A longtime critic of grade inflation, I have seen my grades
dragged gradually higher over the years, while still trailing
the rising average. I could not ignore the pressure to meet
student expectations that other faculty members have created
and maintained, but I did not want just to go along silently.
The two-grade device is a way to show my contempt for the
present system, yet not punish students who take my course.
My intent was to get attention and to provoke some new
thinking.
I certainly got attention. I was pleased at the degree of
interest from around the country, both in the news media and
from the general public. The grades that faculty members now
give -- not only at Harvard but at many other elite
universities -- deserve to be a scandal.
People often criticize elementary and secondary schools for
demanding too little of students. In the past presidential
race, both candidates spoke frequently of the need to raise
standards. But at Harvard, the supposed pinnacle of American
education, professors are quite satisfied to bestow
outlandishly high grades upon students. We even think those
grades reflect well on us; they show how popular we are with
bright students. And so we are quite satisfied with ourselves,
too.
There is something inappropriate -- almost sick -- in the
spectacle of mature adults showering young people with
unbelievable praise. We are flattering our students in our
eagerness to get their good opinion. That our students are
promising makes it worse, for promise made complacent is
easily spoilt. What's more, professors who give easy grades
gain just a fleeting popularity, salted with disdain. In later
life, students will forget those professors; they will
remember the ones who posed a challenge.
In a healthy university, it would not be necessary to say what
is wrong with grade inflation. But once the evil becomes
routine, people can no longer see it for what it is. Even
though educators should instinctively understand why grade
inflation is a problem, one has to be explicit about it.

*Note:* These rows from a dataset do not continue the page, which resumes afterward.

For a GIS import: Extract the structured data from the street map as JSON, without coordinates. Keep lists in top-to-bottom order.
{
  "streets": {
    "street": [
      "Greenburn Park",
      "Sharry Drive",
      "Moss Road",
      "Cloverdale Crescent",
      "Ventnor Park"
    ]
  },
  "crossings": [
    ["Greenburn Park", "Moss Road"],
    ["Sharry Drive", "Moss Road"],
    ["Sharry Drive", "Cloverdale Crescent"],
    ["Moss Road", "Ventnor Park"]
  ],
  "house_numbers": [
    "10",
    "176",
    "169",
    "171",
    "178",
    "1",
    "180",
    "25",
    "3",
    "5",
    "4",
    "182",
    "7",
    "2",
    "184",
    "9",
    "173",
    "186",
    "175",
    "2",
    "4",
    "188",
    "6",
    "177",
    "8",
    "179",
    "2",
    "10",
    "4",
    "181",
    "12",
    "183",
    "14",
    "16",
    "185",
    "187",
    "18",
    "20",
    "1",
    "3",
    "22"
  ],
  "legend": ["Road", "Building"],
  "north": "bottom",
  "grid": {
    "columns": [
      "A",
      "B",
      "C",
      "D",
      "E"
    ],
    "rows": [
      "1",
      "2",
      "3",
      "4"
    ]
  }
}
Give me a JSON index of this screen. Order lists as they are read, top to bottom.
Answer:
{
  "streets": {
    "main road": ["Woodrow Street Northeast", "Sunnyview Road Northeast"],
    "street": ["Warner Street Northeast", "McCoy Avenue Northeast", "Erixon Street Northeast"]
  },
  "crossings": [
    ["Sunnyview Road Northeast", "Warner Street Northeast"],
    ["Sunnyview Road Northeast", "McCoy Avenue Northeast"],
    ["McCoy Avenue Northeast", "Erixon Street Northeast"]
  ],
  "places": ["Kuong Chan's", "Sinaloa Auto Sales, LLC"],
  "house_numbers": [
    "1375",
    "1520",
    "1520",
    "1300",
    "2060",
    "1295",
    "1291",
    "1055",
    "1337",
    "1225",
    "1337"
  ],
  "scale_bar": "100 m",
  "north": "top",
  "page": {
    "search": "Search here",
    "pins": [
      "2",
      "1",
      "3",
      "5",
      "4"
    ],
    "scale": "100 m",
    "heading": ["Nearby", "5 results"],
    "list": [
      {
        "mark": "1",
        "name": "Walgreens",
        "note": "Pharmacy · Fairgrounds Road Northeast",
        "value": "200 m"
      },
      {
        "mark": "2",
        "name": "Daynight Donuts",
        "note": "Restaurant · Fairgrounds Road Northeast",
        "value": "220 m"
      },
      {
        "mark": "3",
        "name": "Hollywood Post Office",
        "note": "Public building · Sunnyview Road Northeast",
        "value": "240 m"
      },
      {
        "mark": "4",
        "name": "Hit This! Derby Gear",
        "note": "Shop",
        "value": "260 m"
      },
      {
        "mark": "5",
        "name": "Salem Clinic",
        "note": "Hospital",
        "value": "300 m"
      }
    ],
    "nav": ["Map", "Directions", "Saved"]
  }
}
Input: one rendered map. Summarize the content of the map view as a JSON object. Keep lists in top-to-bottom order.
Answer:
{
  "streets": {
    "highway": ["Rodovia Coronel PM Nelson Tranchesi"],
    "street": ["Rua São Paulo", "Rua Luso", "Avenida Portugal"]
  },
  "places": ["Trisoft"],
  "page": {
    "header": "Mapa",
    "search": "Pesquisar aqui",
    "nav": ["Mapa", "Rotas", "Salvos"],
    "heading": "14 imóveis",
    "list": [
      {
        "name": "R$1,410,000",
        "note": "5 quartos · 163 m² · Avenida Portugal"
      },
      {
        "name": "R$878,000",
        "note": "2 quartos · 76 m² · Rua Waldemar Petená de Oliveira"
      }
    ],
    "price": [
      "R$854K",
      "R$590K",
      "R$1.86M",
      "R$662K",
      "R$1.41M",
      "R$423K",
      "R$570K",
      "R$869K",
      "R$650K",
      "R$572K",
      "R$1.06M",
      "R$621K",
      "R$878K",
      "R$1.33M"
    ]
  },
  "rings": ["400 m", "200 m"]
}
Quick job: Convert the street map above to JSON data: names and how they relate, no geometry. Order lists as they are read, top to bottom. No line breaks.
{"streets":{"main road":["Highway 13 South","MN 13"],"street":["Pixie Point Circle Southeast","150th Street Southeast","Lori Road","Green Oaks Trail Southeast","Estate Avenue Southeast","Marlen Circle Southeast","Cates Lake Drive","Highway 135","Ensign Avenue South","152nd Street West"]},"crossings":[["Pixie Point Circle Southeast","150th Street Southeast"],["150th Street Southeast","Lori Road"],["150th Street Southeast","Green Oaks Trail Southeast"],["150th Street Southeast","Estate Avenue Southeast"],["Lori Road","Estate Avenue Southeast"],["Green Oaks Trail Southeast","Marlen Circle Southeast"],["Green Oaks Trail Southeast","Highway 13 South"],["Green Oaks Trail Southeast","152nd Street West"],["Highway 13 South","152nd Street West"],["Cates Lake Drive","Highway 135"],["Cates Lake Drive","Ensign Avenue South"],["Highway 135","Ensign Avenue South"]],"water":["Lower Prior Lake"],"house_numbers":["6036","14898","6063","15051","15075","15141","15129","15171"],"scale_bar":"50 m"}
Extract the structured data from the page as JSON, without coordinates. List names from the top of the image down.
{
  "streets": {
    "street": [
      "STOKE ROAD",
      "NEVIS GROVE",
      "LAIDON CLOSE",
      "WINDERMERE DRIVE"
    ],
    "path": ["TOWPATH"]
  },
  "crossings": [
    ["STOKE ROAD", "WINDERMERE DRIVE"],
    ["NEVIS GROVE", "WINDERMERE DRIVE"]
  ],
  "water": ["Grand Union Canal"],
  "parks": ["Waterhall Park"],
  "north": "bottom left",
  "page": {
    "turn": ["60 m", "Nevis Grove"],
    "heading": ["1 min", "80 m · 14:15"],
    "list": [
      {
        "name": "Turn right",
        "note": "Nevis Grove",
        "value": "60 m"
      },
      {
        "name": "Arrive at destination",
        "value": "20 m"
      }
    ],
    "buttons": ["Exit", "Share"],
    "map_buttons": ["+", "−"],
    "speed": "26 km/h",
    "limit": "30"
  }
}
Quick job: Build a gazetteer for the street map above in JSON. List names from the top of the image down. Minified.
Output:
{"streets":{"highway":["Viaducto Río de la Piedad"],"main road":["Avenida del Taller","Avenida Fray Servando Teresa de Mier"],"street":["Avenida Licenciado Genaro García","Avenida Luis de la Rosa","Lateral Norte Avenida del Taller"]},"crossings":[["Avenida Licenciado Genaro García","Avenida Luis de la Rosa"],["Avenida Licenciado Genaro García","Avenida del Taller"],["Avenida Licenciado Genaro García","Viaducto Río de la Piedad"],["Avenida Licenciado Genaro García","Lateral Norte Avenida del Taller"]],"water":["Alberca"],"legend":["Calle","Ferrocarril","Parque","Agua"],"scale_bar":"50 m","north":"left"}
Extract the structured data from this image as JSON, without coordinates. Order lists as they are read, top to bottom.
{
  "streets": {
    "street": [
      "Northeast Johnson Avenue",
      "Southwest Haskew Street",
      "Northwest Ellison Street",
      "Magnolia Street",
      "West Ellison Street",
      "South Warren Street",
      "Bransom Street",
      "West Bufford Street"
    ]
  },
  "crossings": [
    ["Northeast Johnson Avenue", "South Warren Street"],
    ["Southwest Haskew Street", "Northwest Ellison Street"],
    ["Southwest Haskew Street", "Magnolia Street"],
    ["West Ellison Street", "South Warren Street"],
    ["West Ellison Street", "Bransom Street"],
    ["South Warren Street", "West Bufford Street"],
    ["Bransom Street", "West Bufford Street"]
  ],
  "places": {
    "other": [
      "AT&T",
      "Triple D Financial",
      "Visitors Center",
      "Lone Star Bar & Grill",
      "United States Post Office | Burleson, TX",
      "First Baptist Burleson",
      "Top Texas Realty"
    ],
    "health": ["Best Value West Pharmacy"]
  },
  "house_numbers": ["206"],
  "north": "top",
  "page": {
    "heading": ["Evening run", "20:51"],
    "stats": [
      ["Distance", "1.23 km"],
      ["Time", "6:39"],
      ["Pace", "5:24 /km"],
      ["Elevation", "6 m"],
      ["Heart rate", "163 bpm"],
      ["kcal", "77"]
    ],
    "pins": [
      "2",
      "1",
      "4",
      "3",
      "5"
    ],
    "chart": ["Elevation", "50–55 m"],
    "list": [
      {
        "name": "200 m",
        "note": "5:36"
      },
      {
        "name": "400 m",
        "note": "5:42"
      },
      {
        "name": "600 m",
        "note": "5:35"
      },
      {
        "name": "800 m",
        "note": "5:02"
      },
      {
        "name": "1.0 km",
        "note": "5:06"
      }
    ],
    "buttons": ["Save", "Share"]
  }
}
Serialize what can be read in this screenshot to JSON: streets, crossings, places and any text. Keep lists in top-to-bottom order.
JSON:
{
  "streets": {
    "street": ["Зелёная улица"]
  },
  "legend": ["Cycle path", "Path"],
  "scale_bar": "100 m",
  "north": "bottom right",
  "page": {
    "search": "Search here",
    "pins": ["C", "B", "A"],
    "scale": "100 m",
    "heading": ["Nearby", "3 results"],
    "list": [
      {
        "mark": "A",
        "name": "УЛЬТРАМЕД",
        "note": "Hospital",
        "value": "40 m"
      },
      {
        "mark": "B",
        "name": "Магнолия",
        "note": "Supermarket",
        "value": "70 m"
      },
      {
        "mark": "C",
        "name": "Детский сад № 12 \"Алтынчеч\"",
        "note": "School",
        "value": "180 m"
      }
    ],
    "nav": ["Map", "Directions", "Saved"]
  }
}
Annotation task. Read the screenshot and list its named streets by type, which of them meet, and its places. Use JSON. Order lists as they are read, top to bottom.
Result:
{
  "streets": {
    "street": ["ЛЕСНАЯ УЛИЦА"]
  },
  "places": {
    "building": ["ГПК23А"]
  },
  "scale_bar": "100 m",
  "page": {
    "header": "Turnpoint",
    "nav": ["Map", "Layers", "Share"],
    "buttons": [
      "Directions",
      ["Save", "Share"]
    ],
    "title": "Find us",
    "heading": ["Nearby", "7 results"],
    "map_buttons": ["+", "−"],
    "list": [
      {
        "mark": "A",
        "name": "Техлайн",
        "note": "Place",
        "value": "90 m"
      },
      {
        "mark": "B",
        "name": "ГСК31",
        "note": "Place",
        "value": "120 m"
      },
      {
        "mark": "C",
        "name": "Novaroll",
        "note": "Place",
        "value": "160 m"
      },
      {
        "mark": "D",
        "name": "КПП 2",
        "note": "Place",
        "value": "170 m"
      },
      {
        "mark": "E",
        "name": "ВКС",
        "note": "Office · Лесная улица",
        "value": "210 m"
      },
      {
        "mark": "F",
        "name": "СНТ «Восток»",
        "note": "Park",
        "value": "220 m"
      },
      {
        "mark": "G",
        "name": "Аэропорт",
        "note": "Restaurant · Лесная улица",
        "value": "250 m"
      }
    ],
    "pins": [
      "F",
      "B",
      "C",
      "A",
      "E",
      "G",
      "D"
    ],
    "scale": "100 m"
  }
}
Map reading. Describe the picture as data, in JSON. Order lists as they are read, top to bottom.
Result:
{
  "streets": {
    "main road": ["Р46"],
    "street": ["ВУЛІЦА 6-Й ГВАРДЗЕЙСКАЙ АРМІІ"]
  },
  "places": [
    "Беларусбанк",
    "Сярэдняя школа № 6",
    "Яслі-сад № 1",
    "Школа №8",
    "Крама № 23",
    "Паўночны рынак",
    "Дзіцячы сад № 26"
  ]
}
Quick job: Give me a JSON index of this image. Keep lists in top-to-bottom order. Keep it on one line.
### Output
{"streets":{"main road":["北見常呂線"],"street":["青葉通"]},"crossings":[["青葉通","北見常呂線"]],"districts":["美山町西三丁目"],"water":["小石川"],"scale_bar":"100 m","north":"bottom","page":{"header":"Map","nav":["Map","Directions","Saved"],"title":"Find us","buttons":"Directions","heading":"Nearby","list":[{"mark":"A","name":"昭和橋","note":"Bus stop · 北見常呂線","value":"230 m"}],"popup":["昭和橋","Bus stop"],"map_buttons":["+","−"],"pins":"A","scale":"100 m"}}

Grade inflation compresses all grades at the top, making it
difficult to discriminate the best from the very good, the
very good from the good, the good from the mediocre. Surely a
teacher wants to mark the few best students with a grade that
distinguishes them from all the rest in the top quarter, but
at Harvard that's not possible. Some of my colleagues say that
all you have to do to interpret inflated grades is to
recalibrate them in your mind so that a B+ equals a C, and so
forth. But the compression at the top of the scale does not
permit the gradation that you need to rate students
accurately.
Moreover, everyone knows that C is an average grade, whereas a
B+ is next to the top. Mere recalibration does not address the
real problem: the raising of grades way beyond what students
deserve.
At Harvard, we have lost the notion of an average student. By
that I mean a Harvard average, not a comparison with the
high-school average that enabled our students to be admitted
here. When bright students take a step up and find themselves
with other bright students, they should face a new, higher
standard of excellence.
The loss of the notion of average shows that professors today
do not begin with their own criteria for the performance of
students in their courses. Professors do not say to
themselves, "This is what I can require; anything above that
enters into excellence." No. With an eye to student course
evaluations and confounded by the realization that they have
somehow lost authority, professors begin from what they think
students expect. American colleges used to set their own
expectations. Now, increasingly, they react to student
expectations -- even though, by contrast to stormy times in
the past, students are very respectful.
Thus another evil of grade inflation is the loss of faculty
morale that it reveals. It signifies that professors care less
about their teaching. Anyone who cares a lot about something
-- for example, a baseball fan -- is very critical in making
judgments about it. Far from the opposite of caring, being
critical is the very consequence of caring. It is difficult
for students to work hard, or for the professor to get them to
work hard, when they know that their chances of getting an A
or A- are 50-50. Students today are still motivated to get
good grades, but if they do not wish to work hard toward that
end, they can always maneuver and bargain.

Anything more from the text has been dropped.